A word-for-word copy of the listing is what's needed; leave out every image.
===
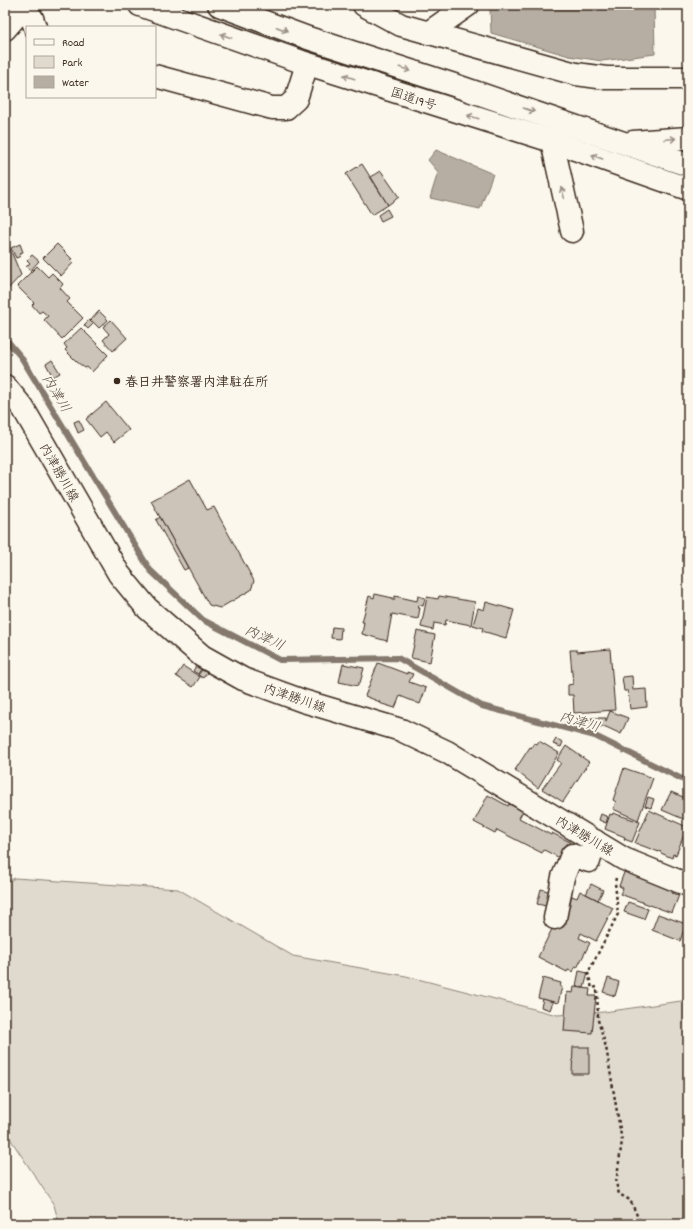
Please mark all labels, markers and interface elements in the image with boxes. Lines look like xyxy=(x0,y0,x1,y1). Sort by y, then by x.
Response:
one-way arrow xyxy=(275,25,287,33)
legend xyxy=(26,26,156,98)
one-way arrow xyxy=(221,31,233,39)
text: Road xyxy=(62,35,84,52)
text: Park xyxy=(62,55,83,72)
one-way arrow xyxy=(399,66,412,73)
one-way arrow xyxy=(343,73,356,80)
text: Water xyxy=(62,75,89,92)
street label: 国道19号 xyxy=(388,84,439,117)
one-way arrow xyxy=(522,107,534,115)
one-way arrow xyxy=(467,113,480,120)
one-way arrow xyxy=(663,136,676,143)
one-way arrow xyxy=(591,153,603,161)
one-way arrow xyxy=(559,187,567,200)
water label: 内津川 xyxy=(36,371,75,417)
place label: 春日井警察署内津駐在所 xyxy=(125,374,268,393)
marker: 春日井警察署内津駐在所 xyxy=(112,376,122,386)
street label: 内津勝川線 xyxy=(33,440,83,507)
water label: 内津川 xyxy=(241,621,287,657)
street label: 内津勝川線 xyxy=(260,680,329,719)
water label: 内津川 xyxy=(556,707,602,739)
street label: 内津勝川線 xyxy=(551,812,617,863)

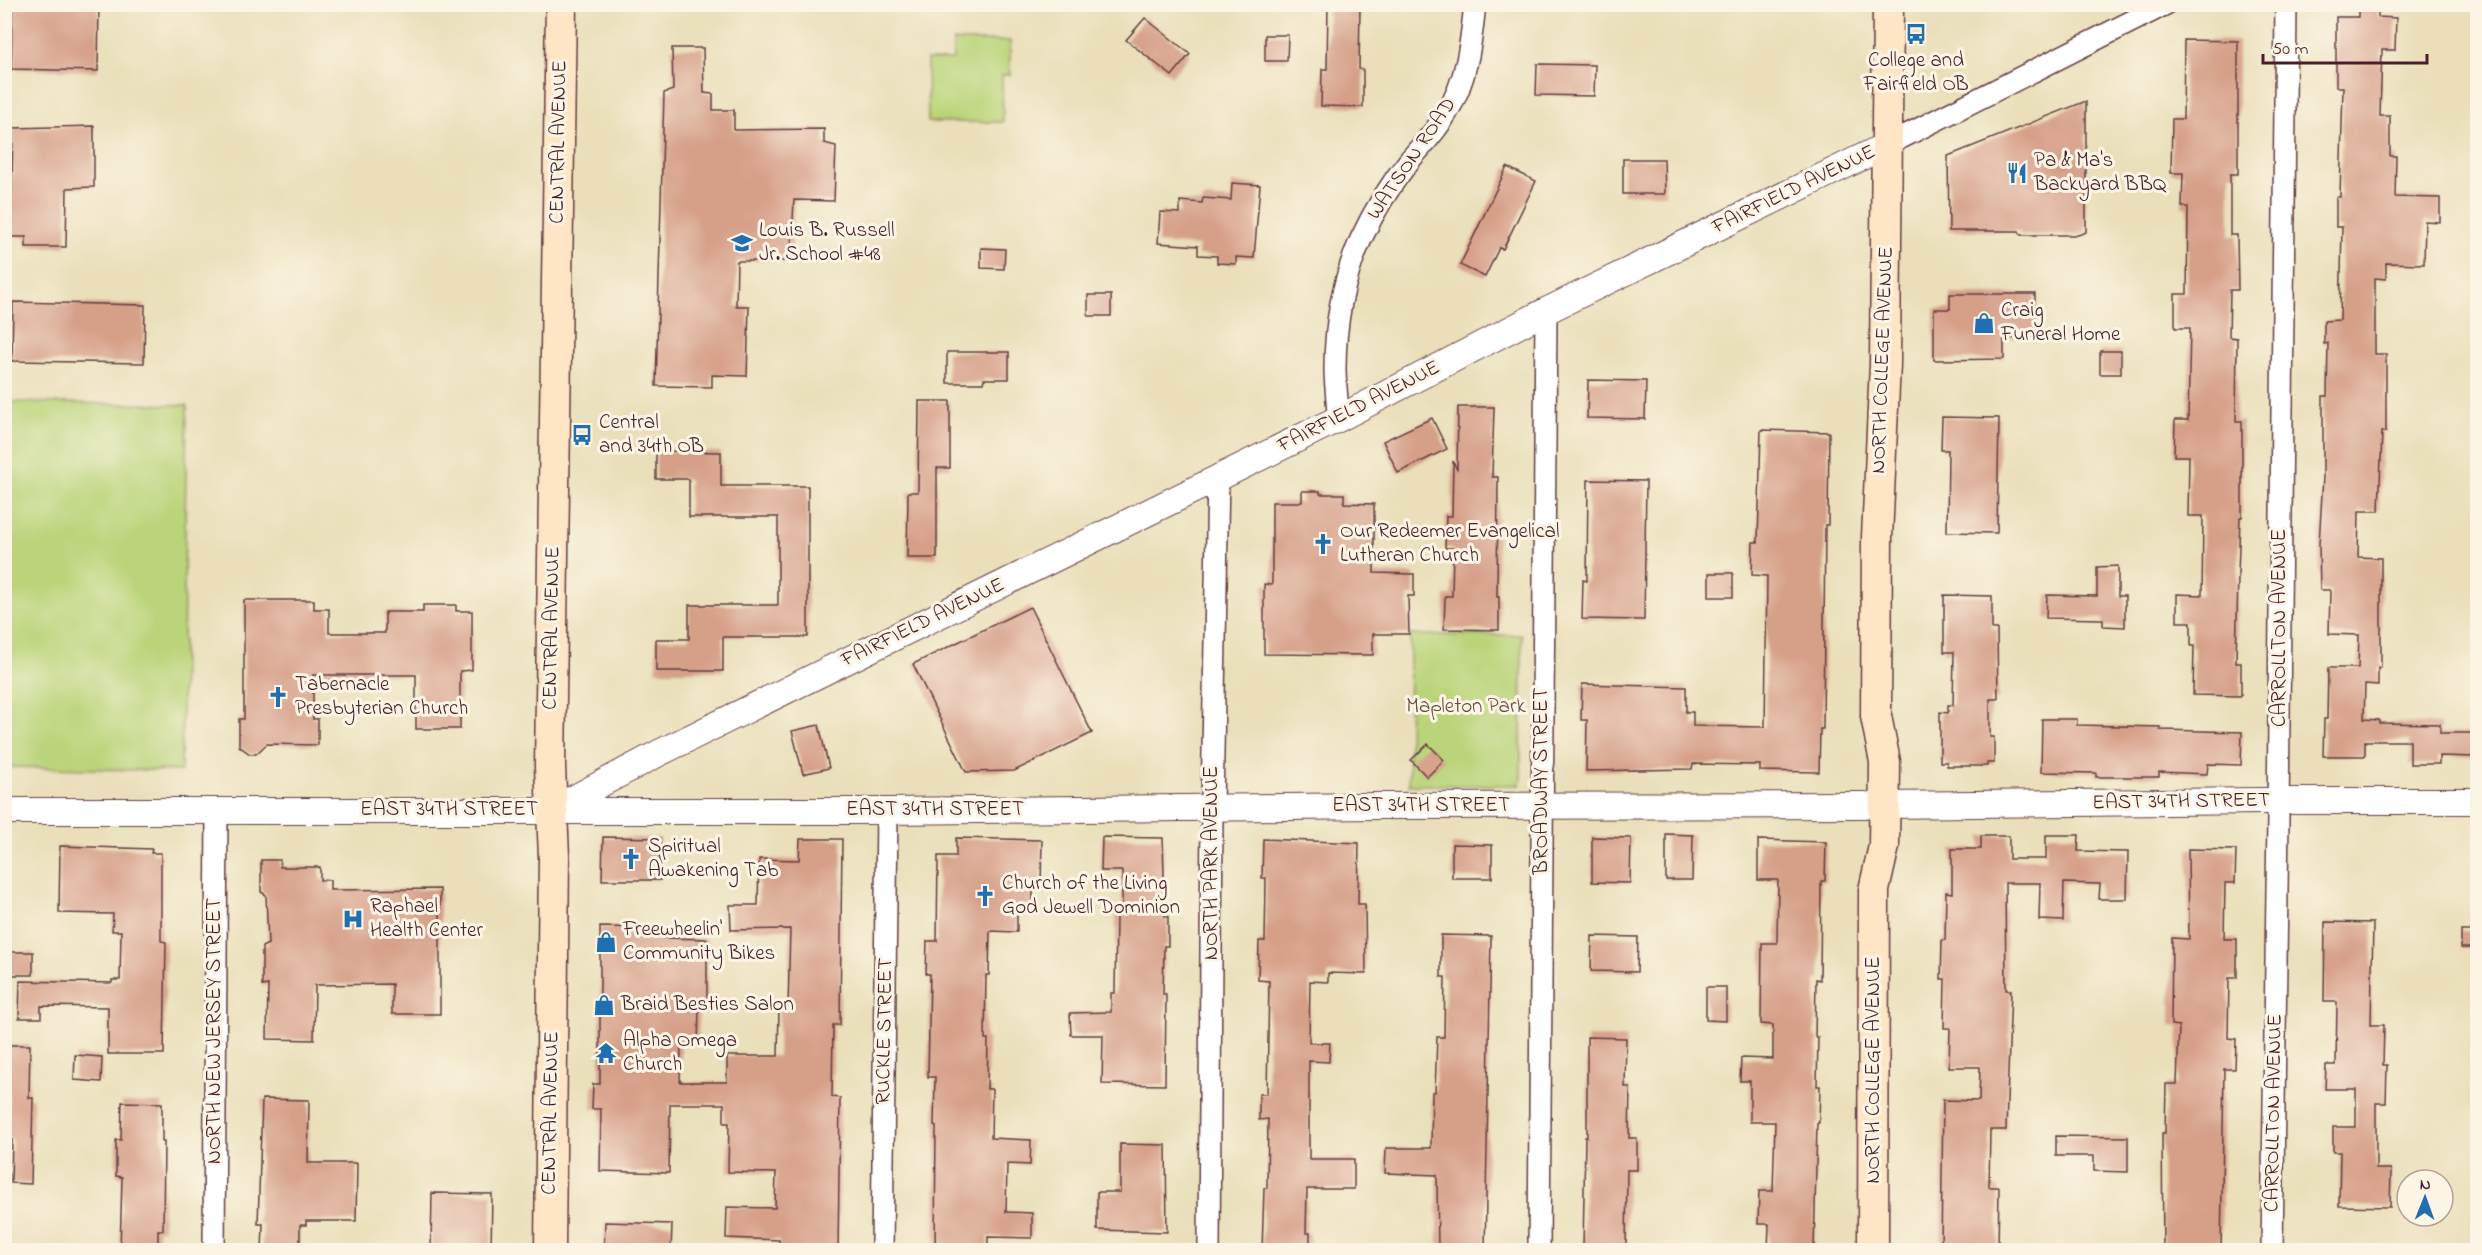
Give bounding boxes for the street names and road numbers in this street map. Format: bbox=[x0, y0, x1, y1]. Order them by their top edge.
street label: CENTRAL AVENUE bbox=[543, 60, 575, 224]
street label: WATSON ROAD bbox=[1360, 92, 1464, 226]
street label: FAIRFIELD AVENUE bbox=[1706, 137, 1881, 243]
street label: NORTH COLLEGE AVENUE bbox=[1864, 246, 1902, 474]
street label: FAIRFIELD AVENUE bbox=[1272, 353, 1445, 461]
street label: CARROLLTON AVENUE bbox=[2265, 529, 2295, 727]
street label: CENTRAL AVENUE bbox=[536, 546, 568, 710]
street label: FAIRFIELD AVENUE bbox=[835, 570, 1010, 676]
street label: BROADWAY STREET bbox=[1527, 688, 1557, 875]
street label: NORTH PARK AVENUE bbox=[1197, 766, 1227, 960]
street label: EAST 34TH STREET bbox=[2092, 785, 2270, 819]
street label: EAST 34TH STREET bbox=[1332, 791, 1510, 821]
street label: EAST 34TH STREET bbox=[360, 795, 538, 825]
street label: EAST 34TH STREET bbox=[846, 795, 1024, 825]
street label: NORTH NEW JERSEY STREET bbox=[200, 898, 230, 1164]
street label: NORTH COLLEGE AVENUE bbox=[1859, 956, 1889, 1184]
street label: RUCKLE STREET bbox=[869, 957, 901, 1105]
street label: CARROLLTON AVENUE bbox=[2257, 1014, 2291, 1212]
street label: CENTRAL AVENUE bbox=[535, 1031, 567, 1195]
===
OUTPUT FOR THIS TASK
Please mark all labels, markers and interface elements in the image with boxes. Lines look like xyxy=(x0,y0,x1,y1). Sort by y, then by x.
Response:
one-way arrow xyxy=(275,25,287,33)
legend xyxy=(26,26,156,98)
one-way arrow xyxy=(221,31,233,39)
text: Road xyxy=(62,35,84,52)
text: Park xyxy=(62,55,83,72)
one-way arrow xyxy=(399,66,412,73)
one-way arrow xyxy=(343,73,356,80)
text: Water xyxy=(62,75,89,92)
street label: 国道19号 xyxy=(388,84,439,117)
one-way arrow xyxy=(522,107,534,115)
one-way arrow xyxy=(467,113,480,120)
one-way arrow xyxy=(663,136,676,143)
one-way arrow xyxy=(591,153,603,161)
one-way arrow xyxy=(559,187,567,200)
water label: 内津川 xyxy=(36,371,75,417)
place label: 春日井警察署内津駐在所 xyxy=(125,374,268,393)
marker: 春日井警察署内津駐在所 xyxy=(112,376,122,386)
street label: 内津勝川線 xyxy=(33,440,83,507)
water label: 内津川 xyxy=(241,621,287,657)
street label: 内津勝川線 xyxy=(260,680,329,719)
water label: 内津川 xyxy=(556,707,602,739)
street label: 内津勝川線 xyxy=(551,812,617,863)

Give bounding boxes for the street names and road numbers in this street map. Format: bbox=[x0, y0, x1, y1]. Order them by their top edge.
street label: CENTRAL AVENUE bbox=[543, 60, 575, 224]
street label: WATSON ROAD bbox=[1360, 92, 1464, 226]
street label: FAIRFIELD AVENUE bbox=[1706, 137, 1881, 243]
street label: NORTH COLLEGE AVENUE bbox=[1864, 246, 1902, 474]
street label: FAIRFIELD AVENUE bbox=[1272, 353, 1445, 461]
street label: CARROLLTON AVENUE bbox=[2265, 529, 2295, 727]
street label: CENTRAL AVENUE bbox=[536, 546, 568, 710]
street label: FAIRFIELD AVENUE bbox=[835, 570, 1010, 676]
street label: BROADWAY STREET bbox=[1527, 688, 1557, 875]
street label: NORTH PARK AVENUE bbox=[1197, 766, 1227, 960]
street label: EAST 34TH STREET bbox=[2092, 785, 2270, 819]
street label: EAST 34TH STREET bbox=[1332, 791, 1510, 821]
street label: EAST 34TH STREET bbox=[360, 795, 538, 825]
street label: EAST 34TH STREET bbox=[846, 795, 1024, 825]
street label: NORTH NEW JERSEY STREET bbox=[200, 898, 230, 1164]
street label: NORTH COLLEGE AVENUE bbox=[1859, 956, 1889, 1184]
street label: RUCKLE STREET bbox=[869, 957, 901, 1105]
street label: CARROLLTON AVENUE bbox=[2257, 1014, 2291, 1212]
street label: CENTRAL AVENUE bbox=[535, 1031, 567, 1195]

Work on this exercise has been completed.